━━━ THE DATA ━━━
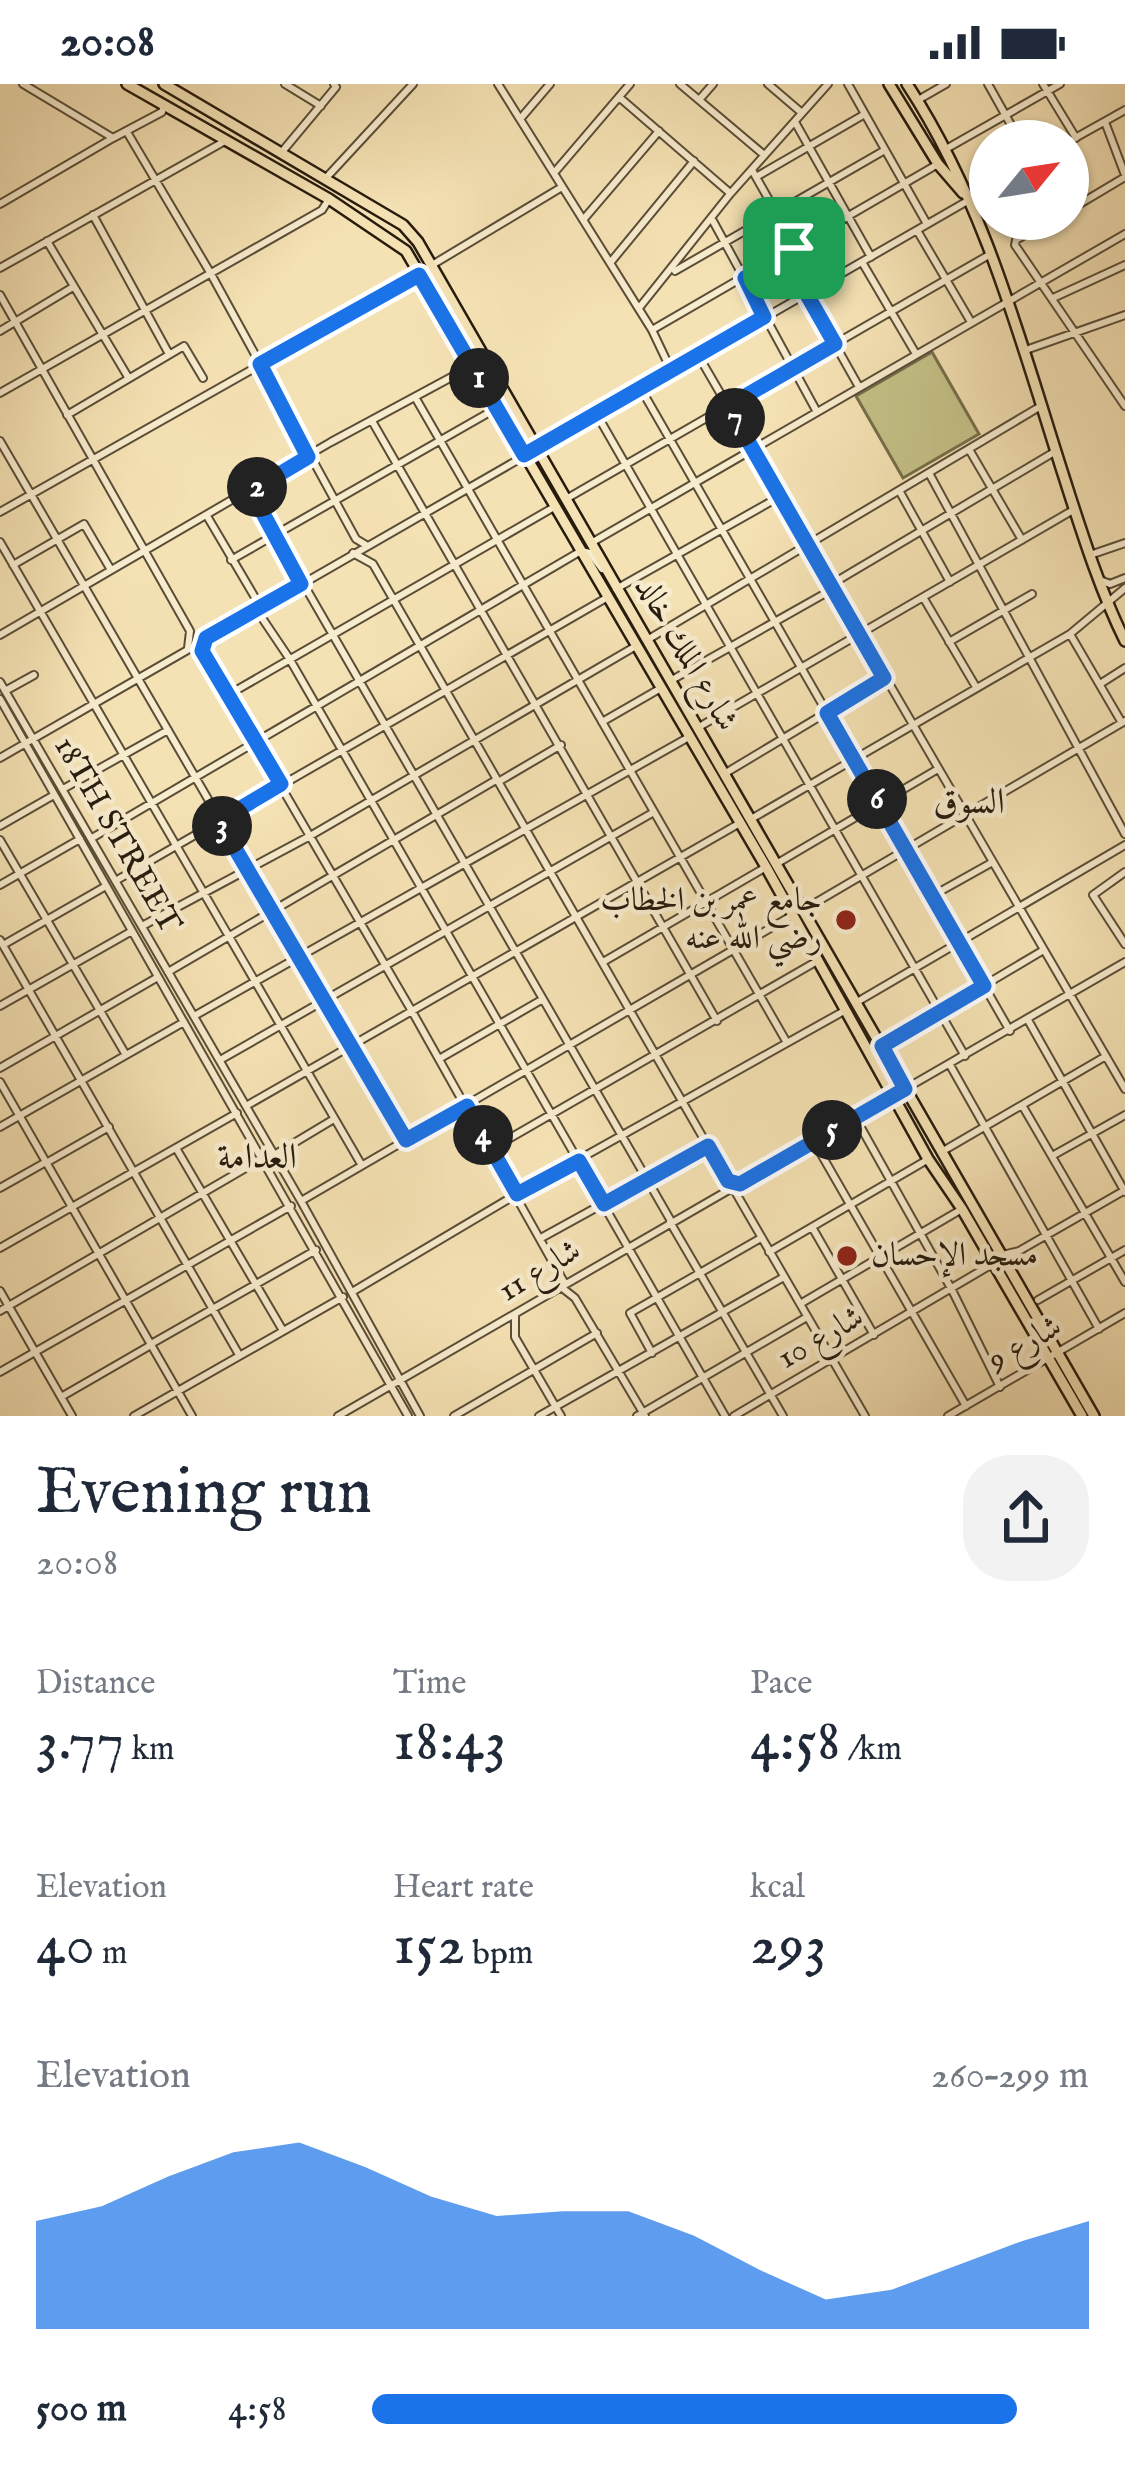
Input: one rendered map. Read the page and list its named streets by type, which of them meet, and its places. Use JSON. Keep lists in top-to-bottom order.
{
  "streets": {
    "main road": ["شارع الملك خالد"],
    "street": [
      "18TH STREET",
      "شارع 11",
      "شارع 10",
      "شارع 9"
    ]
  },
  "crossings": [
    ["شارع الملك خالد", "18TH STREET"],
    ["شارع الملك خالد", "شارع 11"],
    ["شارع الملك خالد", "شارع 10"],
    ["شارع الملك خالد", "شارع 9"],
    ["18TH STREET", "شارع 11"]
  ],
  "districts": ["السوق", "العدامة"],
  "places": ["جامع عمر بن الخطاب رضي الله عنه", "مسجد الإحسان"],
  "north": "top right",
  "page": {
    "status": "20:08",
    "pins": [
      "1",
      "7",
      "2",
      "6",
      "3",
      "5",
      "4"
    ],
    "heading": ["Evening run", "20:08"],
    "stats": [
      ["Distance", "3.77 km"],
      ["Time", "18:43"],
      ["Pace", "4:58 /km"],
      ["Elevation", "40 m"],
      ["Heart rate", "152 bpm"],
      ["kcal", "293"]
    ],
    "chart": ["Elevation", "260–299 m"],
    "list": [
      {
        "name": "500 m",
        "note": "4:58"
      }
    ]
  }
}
━━━
━━━ THE DATA ━━━
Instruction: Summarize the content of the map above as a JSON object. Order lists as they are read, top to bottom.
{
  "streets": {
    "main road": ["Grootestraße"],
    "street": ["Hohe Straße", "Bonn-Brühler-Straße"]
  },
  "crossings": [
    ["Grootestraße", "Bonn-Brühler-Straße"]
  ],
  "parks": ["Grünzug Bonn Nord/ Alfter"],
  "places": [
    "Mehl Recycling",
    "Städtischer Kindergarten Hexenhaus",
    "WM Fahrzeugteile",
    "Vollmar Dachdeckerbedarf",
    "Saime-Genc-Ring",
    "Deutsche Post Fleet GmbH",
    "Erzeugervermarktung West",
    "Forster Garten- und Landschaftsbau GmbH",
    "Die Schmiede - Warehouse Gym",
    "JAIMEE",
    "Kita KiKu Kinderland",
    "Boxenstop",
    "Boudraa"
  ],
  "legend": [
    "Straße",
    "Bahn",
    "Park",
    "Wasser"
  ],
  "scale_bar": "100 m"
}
━━━
- **WHAT YOU SHOULD DO**: Copy every line of the material above in which the string "شارع" can be found.

- **COMPLETED TASK**:
    "main road": ["شارع الملك خالد"],
      "شارع 11",
      "شارع 10",
      "شارع 9"
    ["شارع الملك خالد", "18TH STREET"],
    ["شارع الملك خالد", "شارع 11"],
    ["شارع الملك خالد", "شارع 10"],
    ["شارع الملك خالد", "شارع 9"],
    ["18TH STREET", "شارع 11"]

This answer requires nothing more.